Nearly 1 in 9 US homes command $1M as luxury prices soar in June
The share of US homes valued at $1M or more stopped shy of a record notched last summer as high mortgage rates and low inventory drove home prices upward in June, a Redfin analysis shows
The share of homes valued at $1 million or more in the U.S. is on this rise again following a low in February, according to an analysis released Friday by Redfin.
The share of home worth $1 million or more rose to 8.2 percent in June, just shy of an all-time high of 8.6 percent a year earlier and up from a 12-month low of 7.3 percent in February 2023, according to the Redfin data.

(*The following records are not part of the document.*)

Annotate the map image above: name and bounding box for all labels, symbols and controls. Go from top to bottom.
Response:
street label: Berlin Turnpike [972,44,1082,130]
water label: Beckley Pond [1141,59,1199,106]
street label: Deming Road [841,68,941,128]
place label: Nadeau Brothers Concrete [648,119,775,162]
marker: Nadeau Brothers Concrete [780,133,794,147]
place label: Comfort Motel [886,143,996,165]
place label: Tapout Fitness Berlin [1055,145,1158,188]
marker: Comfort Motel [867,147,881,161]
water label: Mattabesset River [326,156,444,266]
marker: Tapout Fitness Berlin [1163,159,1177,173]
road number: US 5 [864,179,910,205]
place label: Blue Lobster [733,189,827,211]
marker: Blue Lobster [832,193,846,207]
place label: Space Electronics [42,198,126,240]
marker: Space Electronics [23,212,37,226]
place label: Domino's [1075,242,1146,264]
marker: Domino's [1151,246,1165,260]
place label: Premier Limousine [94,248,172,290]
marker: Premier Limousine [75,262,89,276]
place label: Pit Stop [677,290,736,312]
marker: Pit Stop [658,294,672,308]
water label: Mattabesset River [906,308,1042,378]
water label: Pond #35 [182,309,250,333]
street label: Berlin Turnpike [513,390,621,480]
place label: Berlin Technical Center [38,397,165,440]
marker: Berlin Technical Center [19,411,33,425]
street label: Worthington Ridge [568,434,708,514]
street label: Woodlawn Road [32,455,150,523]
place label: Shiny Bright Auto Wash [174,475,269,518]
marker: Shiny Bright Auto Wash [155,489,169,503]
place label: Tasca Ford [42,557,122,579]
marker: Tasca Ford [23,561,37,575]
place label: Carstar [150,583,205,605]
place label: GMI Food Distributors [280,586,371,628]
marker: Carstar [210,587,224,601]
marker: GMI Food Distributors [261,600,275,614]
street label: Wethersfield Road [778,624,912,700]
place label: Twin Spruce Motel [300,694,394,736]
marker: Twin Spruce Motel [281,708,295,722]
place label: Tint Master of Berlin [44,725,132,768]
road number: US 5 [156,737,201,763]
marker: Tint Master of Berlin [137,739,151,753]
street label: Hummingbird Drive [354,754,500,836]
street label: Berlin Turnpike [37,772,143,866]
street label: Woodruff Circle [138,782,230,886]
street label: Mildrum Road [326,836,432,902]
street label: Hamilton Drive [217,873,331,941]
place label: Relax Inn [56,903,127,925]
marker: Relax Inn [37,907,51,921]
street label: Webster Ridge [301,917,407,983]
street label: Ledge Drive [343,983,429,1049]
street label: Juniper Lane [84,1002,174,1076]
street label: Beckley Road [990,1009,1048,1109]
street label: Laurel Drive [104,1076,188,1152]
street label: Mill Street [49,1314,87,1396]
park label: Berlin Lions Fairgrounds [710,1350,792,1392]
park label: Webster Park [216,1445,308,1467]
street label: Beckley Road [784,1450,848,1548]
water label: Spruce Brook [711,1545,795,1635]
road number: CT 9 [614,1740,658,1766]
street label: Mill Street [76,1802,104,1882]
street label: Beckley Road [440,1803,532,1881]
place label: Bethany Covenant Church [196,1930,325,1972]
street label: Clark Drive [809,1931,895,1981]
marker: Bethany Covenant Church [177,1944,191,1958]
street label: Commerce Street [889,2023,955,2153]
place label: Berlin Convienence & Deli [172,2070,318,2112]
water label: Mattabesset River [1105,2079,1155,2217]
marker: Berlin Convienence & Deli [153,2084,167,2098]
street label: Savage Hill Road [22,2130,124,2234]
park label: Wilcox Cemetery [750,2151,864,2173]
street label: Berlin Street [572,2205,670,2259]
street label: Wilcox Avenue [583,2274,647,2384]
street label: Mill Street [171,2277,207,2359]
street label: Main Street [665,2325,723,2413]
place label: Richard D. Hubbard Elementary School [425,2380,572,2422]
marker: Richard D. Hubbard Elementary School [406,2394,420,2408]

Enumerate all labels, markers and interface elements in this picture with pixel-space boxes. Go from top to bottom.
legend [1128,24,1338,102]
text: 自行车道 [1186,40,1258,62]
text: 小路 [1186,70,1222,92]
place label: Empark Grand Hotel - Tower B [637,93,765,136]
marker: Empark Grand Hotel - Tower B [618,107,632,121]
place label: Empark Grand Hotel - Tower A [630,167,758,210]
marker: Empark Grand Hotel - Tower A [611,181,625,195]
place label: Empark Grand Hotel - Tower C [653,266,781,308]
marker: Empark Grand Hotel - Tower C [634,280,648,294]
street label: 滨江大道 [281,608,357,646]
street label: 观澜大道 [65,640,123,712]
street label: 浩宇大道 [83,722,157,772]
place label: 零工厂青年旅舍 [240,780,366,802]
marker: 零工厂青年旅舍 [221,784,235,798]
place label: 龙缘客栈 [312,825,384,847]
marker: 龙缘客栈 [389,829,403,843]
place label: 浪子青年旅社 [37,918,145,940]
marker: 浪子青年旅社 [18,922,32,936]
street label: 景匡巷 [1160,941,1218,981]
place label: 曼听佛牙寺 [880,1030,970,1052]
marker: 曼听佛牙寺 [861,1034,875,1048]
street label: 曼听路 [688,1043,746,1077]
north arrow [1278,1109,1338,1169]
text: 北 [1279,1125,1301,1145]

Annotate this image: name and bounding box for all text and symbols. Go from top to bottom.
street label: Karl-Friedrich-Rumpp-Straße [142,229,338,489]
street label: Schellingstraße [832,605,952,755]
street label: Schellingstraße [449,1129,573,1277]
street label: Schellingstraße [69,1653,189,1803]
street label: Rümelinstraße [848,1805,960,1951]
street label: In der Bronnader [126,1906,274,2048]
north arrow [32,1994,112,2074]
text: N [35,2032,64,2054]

Homes worth $1 million or more are on the upswing because prices are rising again on an annual basis after falling earlier this year, Redfin reported. In July, the median home sale price rose 3 percent, the largest such increase seen since November 2022.
However, prices in the luxury market are rising at a faster pace than the overall market, with the median sale price of luxury homes in the U.S. up 4.6 percent year over year to $1.2 million as of Q2 2023.
Higher mortgage rates have been dissuading homesellers from coming to market, leading to a restricted set of inventory for those buyers who still need to move. The remaining buyers in the market then are competing for what few homes are available and driving prices up, causing many homes that were previously just below $1 million to spill over into $1 million territory.
“Still, there’s no rush to offload high-value homes,” she continued. “Recent economic signals that the U.S. may avoid a broad recession could cause high-end buyers to feel more confident in making a major purchase in the coming months. There may be more demand coming down the pipeline.”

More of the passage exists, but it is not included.